* Data in this exercise *
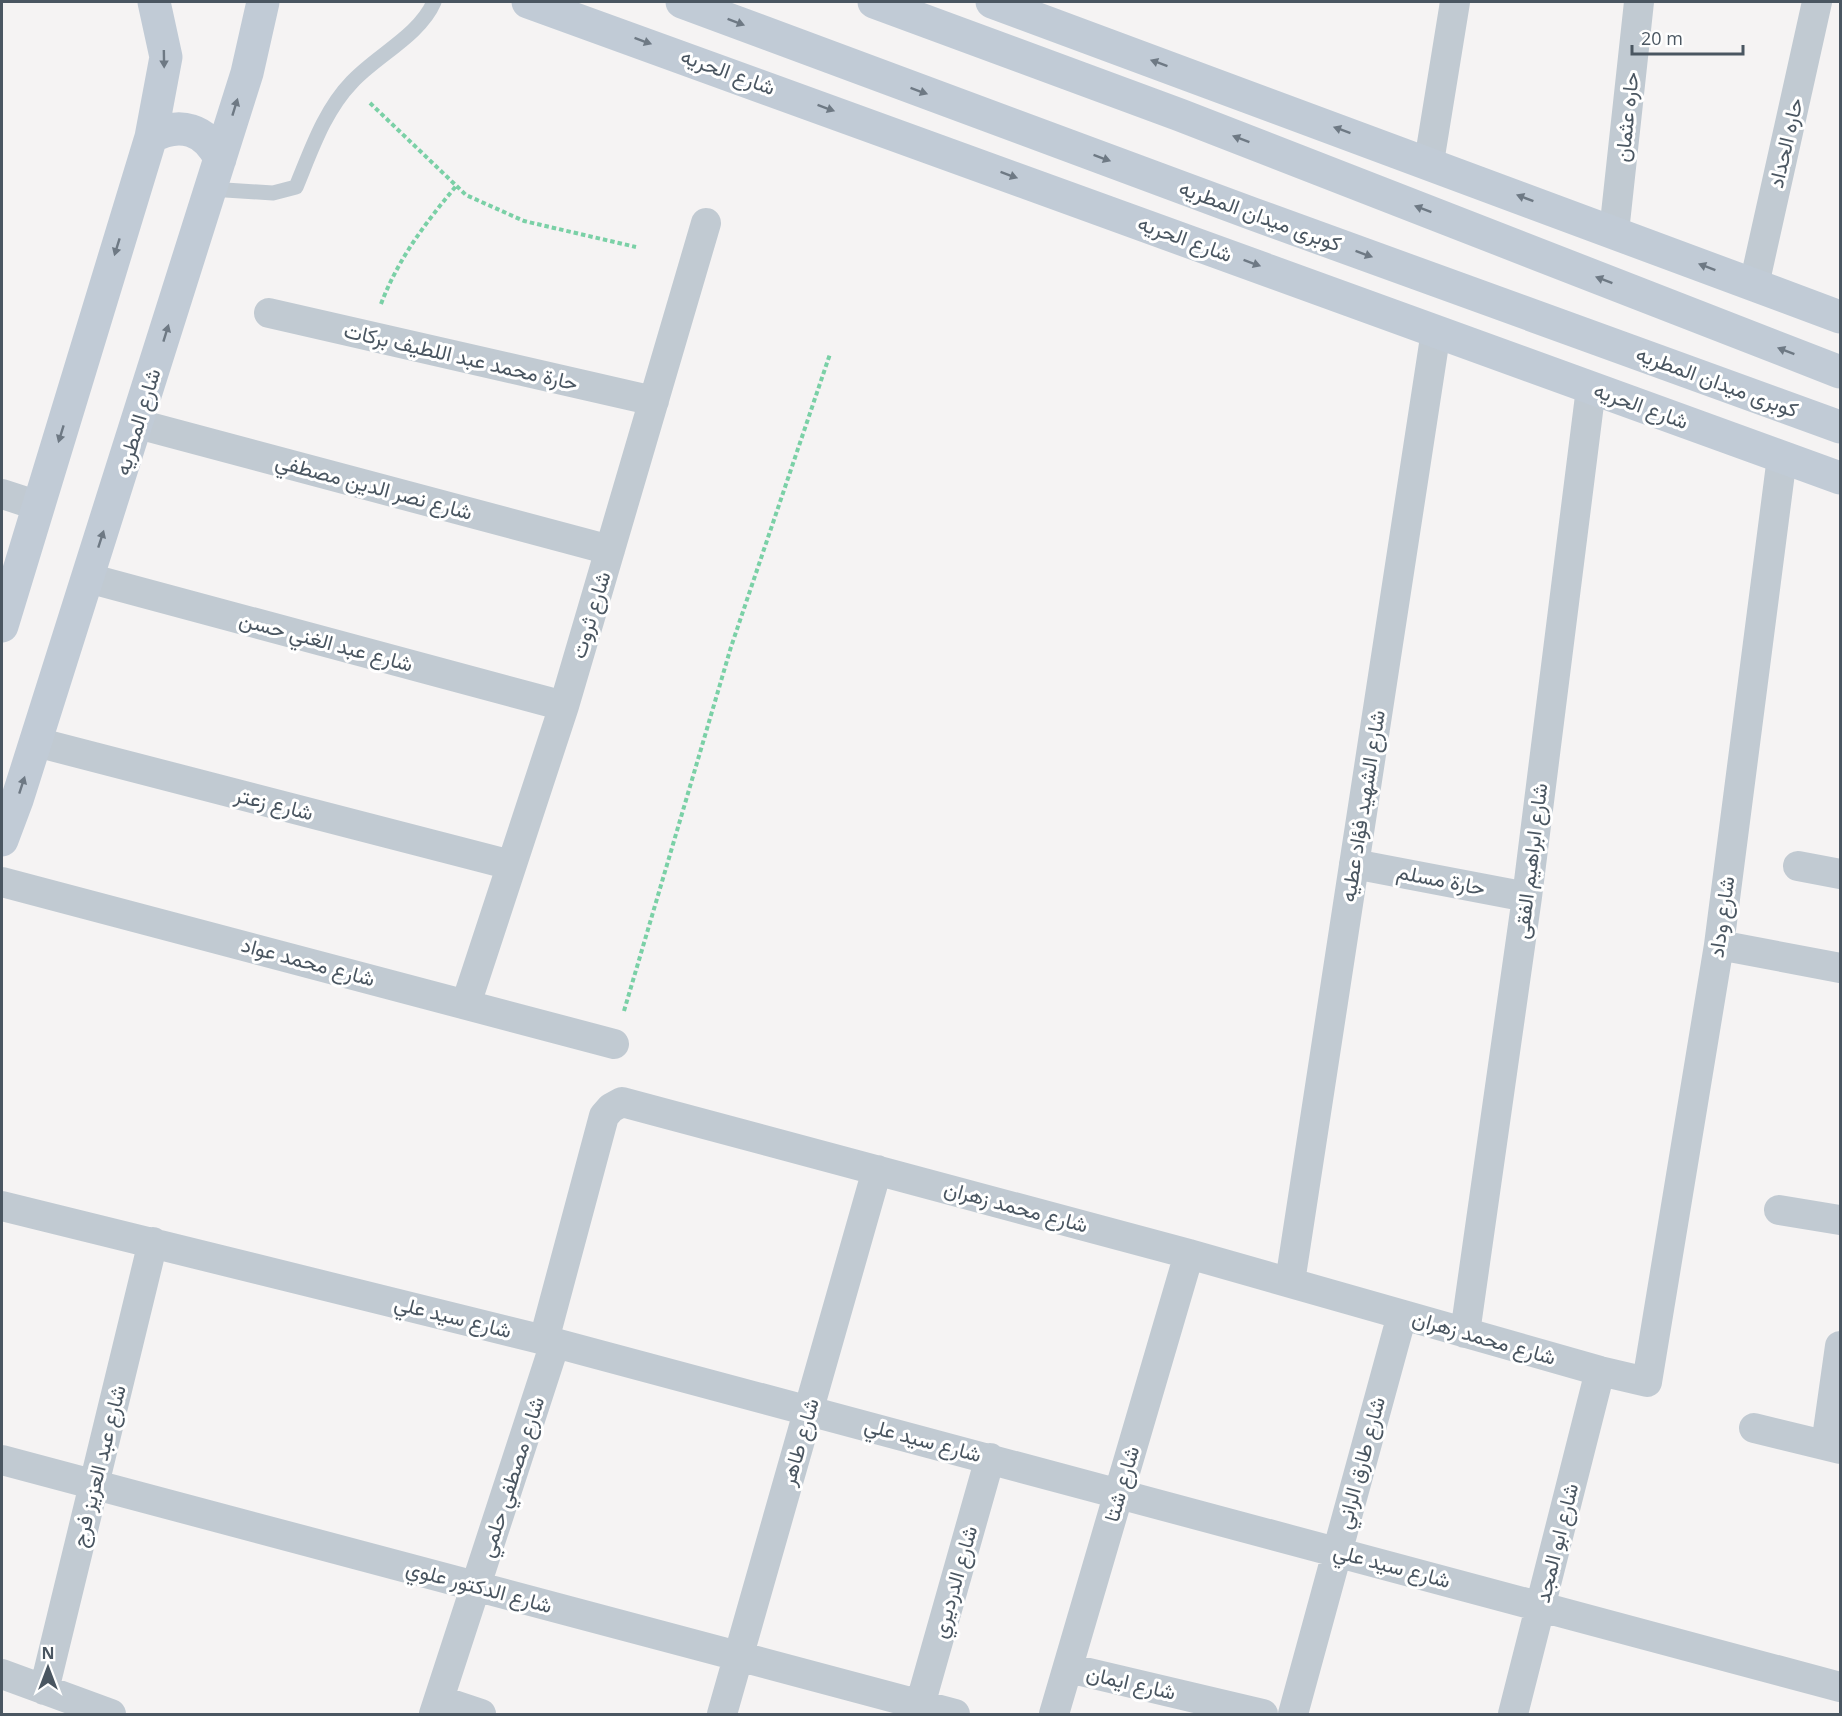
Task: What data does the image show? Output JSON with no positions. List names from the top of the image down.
---
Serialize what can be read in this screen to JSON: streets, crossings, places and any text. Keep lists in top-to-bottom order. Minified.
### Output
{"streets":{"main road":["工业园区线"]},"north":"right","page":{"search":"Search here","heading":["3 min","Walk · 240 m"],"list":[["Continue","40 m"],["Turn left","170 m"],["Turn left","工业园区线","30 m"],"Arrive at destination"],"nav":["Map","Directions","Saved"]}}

* Brief *
Read the entries and show each line that mentions "JSON".

* Expected answer *
Task: What data does the image show? Output JSON with no positions. List names from the top of the image down.
Serialize what can be read in this screen to JSON: streets, crossings, places and any text. Keep lists in top-to-bottom order. Minified.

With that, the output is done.